» WORK TO COMPLETE: Return every line of the listing that includes the string "rotate".
RECORDS SUPPLIED START
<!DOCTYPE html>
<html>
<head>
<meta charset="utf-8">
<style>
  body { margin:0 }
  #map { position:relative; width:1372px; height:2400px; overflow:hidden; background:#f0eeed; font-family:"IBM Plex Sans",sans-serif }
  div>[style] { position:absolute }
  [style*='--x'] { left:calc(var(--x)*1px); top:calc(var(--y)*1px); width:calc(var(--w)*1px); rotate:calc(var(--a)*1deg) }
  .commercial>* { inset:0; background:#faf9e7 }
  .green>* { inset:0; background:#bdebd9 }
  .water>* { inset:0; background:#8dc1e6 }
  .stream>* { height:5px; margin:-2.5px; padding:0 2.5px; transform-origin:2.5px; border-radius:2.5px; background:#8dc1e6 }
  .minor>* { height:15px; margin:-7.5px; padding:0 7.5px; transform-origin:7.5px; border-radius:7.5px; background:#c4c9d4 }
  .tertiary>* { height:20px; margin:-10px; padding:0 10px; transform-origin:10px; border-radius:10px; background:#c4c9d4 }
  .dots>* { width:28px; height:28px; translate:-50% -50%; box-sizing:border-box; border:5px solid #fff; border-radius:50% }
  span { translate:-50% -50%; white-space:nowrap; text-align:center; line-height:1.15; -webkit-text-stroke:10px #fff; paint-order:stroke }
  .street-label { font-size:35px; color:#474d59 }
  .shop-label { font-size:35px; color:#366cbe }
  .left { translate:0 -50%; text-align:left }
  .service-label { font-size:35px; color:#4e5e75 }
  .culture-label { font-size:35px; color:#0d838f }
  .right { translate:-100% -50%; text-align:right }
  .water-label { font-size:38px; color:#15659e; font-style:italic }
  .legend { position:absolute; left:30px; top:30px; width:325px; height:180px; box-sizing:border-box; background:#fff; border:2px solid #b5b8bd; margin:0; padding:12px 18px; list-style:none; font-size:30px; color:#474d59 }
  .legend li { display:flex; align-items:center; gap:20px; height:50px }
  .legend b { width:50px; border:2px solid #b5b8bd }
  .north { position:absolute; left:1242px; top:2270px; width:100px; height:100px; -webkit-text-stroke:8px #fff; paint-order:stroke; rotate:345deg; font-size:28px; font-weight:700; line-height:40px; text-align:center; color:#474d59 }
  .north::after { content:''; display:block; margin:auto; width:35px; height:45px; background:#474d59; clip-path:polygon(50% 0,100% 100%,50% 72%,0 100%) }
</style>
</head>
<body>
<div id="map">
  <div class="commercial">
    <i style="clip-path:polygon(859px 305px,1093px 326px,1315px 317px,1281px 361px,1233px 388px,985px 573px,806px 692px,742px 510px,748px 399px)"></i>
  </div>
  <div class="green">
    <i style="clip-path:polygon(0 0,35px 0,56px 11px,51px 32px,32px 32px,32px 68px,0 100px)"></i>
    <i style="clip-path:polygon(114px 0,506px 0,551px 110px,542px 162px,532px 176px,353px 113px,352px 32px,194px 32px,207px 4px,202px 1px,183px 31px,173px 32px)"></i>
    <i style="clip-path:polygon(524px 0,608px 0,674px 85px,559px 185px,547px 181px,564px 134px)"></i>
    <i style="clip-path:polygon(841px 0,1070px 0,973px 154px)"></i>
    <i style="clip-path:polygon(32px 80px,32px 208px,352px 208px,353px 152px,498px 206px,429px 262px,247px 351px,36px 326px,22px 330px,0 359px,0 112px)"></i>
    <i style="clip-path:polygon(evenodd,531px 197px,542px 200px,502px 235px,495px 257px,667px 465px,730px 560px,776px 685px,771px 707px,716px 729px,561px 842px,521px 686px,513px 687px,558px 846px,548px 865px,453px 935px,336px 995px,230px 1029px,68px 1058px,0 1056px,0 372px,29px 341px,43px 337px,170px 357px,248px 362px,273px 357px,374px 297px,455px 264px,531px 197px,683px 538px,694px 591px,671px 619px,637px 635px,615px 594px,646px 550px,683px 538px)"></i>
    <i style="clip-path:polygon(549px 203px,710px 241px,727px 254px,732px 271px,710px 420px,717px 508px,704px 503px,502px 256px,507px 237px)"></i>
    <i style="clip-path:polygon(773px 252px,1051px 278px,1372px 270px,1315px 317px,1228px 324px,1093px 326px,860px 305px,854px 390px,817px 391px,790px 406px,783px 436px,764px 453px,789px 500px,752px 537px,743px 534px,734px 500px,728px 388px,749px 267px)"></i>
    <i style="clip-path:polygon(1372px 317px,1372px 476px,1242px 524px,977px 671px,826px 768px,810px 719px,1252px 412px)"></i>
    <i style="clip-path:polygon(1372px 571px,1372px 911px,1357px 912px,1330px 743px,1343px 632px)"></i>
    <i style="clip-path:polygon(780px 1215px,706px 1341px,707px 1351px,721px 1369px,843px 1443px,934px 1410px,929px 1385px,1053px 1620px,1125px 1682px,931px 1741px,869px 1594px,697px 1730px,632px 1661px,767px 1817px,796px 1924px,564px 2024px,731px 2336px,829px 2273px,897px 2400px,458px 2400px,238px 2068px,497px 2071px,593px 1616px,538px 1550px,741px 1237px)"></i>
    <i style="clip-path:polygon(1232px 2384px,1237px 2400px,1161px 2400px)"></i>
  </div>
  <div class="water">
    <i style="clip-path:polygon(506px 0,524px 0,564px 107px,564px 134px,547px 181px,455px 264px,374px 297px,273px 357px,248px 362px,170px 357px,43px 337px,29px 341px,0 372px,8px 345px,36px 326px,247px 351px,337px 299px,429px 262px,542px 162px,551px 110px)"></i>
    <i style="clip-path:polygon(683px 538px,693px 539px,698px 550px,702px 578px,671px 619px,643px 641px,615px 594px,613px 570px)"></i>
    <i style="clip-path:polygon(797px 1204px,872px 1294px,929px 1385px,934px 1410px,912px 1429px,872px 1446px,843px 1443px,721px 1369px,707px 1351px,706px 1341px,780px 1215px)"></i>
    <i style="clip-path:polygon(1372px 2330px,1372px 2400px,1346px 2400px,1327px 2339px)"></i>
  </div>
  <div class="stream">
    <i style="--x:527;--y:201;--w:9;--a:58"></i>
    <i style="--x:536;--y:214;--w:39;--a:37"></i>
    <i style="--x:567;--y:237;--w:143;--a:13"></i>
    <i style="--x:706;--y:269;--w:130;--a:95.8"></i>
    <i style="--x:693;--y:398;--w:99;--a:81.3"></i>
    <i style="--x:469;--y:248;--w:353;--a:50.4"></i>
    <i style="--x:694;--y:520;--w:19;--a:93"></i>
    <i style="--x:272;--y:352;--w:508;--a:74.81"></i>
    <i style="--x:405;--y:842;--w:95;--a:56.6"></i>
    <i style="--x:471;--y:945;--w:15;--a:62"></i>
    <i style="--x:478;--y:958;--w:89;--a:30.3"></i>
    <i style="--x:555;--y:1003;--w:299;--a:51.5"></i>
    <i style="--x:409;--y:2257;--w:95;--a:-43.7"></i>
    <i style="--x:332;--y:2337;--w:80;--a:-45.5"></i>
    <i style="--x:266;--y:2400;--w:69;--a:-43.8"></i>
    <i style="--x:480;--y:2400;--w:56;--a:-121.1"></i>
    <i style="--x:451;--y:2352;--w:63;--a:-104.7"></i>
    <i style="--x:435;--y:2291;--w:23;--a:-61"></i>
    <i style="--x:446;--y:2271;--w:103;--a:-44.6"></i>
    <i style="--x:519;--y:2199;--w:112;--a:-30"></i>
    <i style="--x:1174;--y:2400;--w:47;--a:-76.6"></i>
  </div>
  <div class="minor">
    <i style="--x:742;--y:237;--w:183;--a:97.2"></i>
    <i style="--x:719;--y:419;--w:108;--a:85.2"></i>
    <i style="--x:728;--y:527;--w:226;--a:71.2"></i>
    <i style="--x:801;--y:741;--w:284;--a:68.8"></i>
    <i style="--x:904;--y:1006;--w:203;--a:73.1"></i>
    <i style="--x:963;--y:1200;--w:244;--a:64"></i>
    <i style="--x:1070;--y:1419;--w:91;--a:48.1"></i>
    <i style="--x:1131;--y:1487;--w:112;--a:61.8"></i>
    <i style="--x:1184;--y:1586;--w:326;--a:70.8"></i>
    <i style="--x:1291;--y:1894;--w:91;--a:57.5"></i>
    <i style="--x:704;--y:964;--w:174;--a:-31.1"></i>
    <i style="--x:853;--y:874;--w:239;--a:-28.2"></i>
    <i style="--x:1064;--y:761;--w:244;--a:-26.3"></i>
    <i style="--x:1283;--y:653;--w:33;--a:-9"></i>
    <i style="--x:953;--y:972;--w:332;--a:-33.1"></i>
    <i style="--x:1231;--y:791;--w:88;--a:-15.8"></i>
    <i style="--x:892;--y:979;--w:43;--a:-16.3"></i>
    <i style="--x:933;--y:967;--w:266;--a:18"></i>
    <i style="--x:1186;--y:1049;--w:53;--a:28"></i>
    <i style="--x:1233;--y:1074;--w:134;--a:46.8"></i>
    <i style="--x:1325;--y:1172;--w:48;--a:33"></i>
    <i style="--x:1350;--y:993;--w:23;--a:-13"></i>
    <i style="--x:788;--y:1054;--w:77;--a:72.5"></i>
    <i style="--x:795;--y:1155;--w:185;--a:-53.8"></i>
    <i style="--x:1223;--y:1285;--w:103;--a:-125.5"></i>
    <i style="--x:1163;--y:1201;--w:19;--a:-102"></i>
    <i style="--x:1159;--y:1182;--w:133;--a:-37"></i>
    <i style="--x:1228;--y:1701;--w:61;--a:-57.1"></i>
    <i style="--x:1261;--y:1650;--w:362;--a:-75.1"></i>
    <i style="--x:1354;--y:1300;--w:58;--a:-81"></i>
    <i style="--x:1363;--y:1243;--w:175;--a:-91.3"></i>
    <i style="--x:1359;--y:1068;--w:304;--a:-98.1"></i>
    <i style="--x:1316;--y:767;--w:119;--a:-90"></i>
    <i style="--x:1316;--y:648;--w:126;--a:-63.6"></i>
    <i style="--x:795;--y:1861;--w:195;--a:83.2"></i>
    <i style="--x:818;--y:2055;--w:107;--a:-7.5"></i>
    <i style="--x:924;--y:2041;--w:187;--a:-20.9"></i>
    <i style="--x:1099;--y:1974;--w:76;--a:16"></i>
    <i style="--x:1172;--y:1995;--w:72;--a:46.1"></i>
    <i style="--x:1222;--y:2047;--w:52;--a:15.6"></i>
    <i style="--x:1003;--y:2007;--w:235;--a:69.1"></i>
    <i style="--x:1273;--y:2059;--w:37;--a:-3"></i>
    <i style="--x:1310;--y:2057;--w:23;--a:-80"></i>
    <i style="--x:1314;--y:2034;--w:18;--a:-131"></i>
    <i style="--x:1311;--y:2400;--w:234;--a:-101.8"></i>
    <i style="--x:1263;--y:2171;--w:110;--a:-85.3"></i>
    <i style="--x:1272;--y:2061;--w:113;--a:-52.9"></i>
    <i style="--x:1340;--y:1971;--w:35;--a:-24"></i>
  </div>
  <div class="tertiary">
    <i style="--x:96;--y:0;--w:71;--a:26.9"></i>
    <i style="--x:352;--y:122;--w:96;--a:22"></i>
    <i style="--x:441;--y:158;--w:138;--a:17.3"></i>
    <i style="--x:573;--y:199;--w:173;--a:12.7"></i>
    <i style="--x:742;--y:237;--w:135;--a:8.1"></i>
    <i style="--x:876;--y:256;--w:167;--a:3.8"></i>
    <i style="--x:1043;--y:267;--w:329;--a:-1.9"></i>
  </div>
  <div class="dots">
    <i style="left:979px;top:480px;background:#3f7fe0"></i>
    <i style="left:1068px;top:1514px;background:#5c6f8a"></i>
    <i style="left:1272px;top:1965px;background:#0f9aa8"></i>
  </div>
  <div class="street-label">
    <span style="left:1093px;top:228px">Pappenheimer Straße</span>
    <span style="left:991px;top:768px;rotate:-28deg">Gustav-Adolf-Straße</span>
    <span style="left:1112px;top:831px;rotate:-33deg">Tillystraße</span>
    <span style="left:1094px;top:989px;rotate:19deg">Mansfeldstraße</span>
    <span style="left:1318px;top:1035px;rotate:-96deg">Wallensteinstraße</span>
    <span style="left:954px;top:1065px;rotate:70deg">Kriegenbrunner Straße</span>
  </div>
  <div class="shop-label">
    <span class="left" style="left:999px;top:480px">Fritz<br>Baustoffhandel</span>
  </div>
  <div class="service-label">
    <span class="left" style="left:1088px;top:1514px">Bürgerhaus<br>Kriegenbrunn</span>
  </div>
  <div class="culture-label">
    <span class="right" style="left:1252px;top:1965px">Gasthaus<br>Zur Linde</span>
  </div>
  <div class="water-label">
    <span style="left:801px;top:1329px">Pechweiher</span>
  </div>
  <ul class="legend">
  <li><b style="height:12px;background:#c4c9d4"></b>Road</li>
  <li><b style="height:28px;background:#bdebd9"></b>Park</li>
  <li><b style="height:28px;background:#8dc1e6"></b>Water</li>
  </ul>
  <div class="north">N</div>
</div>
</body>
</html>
RECORDS SUPPLIED END
» TASK SOLUTION:
  [style*='--x'] { left:calc(var(--x)*1px); top:calc(var(--y)*1px); width:calc(var(--w)*1px); rotate:calc(var(--a)*1deg) }
  .north { position:absolute; left:1242px; top:2270px; width:100px; height:100px; -webkit-text-stroke:8px #fff; paint-order:stroke; rotate:345deg; font-size:28px; font-weight:700; line-height:40px; text-align:center; color:#474d59 }
    <span style="left:991px;top:768px;rotate:-28deg">Gustav-Adolf-Straße</span>
    <span style="left:1112px;top:831px;rotate:-33deg">Tillystraße</span>
    <span style="left:1094px;top:989px;rotate:19deg">Mansfeldstraße</span>
    <span style="left:1318px;top:1035px;rotate:-96deg">Wallensteinstraße</span>
    <span style="left:954px;top:1065px;rotate:70deg">Kriegenbrunner Straße</span>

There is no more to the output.